JAKARTA, – Dapur atau Unit Pelayanan Pemenuhan Gizi (SPPG) dari program Makan Bergizi Gratis (MBG) perlu memiliki sejumlah sertifikat yang menjadi persyaratan wajib, bukan hanya sekadar formalitas.

Setelah munculnya berbagai kasus keracunan, Kepala Staf Kepresidenan (KSP) Muhammad Qodari menyoroti pentingnya Sertifikat Laik Higiene dan Sanitasi (SLHS) yang seharusnya dimiliki setiap dapur MBG sebagai bukti pemenuhan standar kualitas serta persyaratan keamanan pangan.

Namun, KSP justru menemukan bahwa dari 8.583 SPPG atau dapur MBG, hanya 34 SPPG yang memiliki SLHS, sehingga 8.549 lainnya belum memperoleh SLHS hingga 22 September 2025.

“Secara ringkas, SPPG perlu memiliki SLHS dari Kemenkes (Kementerian Kesehatan) sebagai langkah mitigasi dan pencegahan keracunan dalam program MBG,” ujar Qodari, Senin (22/9/2025), dilaporkan dari pernyataan resmi.

Mendengar hasil temuan tersebut, Wakil Ketua Komisi IX DPR RI Charles Honoris mengungkapkan rasa prihatinnya.

Meskipun sertifikat SLHS yang menyatakan bahwa dapur atau tempat pengolahan makanan telah memenuhi standar kebersihan dan sanitasi.

“Dapur yang belum memiliki SLHS tidak diperbolehkan beroperasi hingga memenuhi standar yang ditentukan. Pemerintah daerah bersama Kementerian Kesehatan harus membantu mempercepat penerbitan SLHS,” ujar Charles, saat dihubungi, Kamis (25/9/2025).

Pemerintah secara bersama-sama menyepakati penerapan ketiga sertifikasi, yaitu SLHS, HACCP, dan sertifikasi halal yang keseluruhannya akan didukung oleh pengakuan dari BPOM sebagai standar wajib dalam operasional SPPG.

 

Sertifikat SLHS

Menteri Koordinator Bidang Pangan Zulkifli Hasan atau Zulhas menyatakan bahwa seluruh dapur (SPPG) harus memiliki Sertifikat Laik Higiene Sanitasi (SLHS).

Zulhas menyatakan, jika SPPG tidak memiliki sertifikat ini, kasus Kejadian Luar Biasa (KLB) atau keracunan MBG akan terus terjadi lagi.

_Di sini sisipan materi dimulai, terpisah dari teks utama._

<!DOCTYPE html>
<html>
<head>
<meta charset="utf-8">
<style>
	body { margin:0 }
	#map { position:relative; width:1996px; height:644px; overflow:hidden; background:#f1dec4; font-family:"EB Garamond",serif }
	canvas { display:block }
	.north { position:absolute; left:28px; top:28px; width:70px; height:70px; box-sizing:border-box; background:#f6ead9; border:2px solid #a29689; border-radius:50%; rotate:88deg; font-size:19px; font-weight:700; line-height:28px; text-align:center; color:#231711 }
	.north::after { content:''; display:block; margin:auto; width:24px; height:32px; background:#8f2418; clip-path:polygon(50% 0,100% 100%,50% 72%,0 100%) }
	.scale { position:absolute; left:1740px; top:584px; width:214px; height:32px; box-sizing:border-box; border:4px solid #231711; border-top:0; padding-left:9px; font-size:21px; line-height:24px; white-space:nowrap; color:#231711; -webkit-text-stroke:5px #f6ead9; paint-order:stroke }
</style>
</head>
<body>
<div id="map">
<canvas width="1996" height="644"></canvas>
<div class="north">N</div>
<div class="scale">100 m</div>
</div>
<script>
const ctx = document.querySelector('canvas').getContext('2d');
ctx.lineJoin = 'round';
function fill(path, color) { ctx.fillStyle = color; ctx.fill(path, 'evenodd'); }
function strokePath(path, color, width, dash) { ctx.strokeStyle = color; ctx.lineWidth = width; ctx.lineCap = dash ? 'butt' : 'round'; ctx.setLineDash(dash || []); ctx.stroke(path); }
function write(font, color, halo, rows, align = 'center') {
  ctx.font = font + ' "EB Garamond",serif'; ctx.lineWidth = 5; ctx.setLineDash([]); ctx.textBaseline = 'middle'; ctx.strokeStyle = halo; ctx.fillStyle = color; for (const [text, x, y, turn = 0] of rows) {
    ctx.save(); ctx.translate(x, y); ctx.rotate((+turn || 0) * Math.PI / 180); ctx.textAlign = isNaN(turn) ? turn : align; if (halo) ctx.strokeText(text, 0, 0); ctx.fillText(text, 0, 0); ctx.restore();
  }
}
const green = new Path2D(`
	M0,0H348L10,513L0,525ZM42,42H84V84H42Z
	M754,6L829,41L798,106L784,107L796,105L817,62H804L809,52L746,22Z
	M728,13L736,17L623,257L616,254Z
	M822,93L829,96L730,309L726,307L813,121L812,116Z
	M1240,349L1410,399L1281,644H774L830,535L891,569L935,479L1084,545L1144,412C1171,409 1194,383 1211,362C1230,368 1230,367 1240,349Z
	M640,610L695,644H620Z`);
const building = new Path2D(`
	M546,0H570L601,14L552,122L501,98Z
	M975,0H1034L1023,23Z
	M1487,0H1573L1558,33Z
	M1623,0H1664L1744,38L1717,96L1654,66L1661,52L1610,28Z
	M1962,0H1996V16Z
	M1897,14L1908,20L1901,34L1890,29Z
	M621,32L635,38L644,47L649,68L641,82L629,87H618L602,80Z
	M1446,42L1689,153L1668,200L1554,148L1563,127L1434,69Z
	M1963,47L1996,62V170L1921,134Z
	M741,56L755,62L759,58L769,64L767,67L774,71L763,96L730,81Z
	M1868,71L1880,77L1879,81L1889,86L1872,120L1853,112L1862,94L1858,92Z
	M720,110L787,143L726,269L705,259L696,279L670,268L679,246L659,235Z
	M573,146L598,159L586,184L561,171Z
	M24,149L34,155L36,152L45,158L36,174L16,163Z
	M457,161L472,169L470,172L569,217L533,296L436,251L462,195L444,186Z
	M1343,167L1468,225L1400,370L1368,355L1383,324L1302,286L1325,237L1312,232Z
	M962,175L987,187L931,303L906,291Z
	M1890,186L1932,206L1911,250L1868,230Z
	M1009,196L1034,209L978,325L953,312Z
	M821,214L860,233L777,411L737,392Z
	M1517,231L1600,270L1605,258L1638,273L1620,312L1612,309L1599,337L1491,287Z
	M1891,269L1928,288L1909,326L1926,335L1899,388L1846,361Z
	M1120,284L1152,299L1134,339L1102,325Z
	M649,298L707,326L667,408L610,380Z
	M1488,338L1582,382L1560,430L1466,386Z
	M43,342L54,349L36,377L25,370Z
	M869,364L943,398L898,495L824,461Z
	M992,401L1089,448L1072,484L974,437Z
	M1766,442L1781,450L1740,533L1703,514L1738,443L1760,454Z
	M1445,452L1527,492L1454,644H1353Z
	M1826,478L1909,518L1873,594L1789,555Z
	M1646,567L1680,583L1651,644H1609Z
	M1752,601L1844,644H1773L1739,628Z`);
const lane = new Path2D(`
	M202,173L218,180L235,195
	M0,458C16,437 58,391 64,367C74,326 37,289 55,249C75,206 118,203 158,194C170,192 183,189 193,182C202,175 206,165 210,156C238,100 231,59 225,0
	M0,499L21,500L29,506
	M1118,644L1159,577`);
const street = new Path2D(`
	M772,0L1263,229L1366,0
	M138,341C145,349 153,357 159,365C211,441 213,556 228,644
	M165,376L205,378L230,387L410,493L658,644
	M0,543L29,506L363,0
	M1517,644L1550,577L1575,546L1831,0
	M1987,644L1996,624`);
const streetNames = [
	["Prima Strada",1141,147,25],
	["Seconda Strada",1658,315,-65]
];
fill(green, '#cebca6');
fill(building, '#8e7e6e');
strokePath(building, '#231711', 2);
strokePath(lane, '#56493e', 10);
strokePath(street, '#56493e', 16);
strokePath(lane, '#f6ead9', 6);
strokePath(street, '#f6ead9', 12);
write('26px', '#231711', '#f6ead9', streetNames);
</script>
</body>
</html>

Sertifikat Laik Higiene Sanitasi (dulu hanya) merupakan syarat, tetapi setelah kejadian keracunan MBG belakangan ini, kini menjadi wajib hukum bagi setiap SPPG untuk memiliki SLHS. Akan dilakukan pemeriksaan, jika tidak ada, maka kejadian serupa bisa terulang kembali, ujar Zulhas dalam konferensi pers setelah rapat Koordinasi Penanggulangan Kejadian Luar Biasa (KLB) pada Program Prioritas MBG, Minggu (28/9/2025).

Selain memperbaiki kualitas bahan baku, SPPG juga harus melakukan sterilisasi peralatan makan serta meningkatkan proses kebersihan, terutama alur pengelolaan limbah.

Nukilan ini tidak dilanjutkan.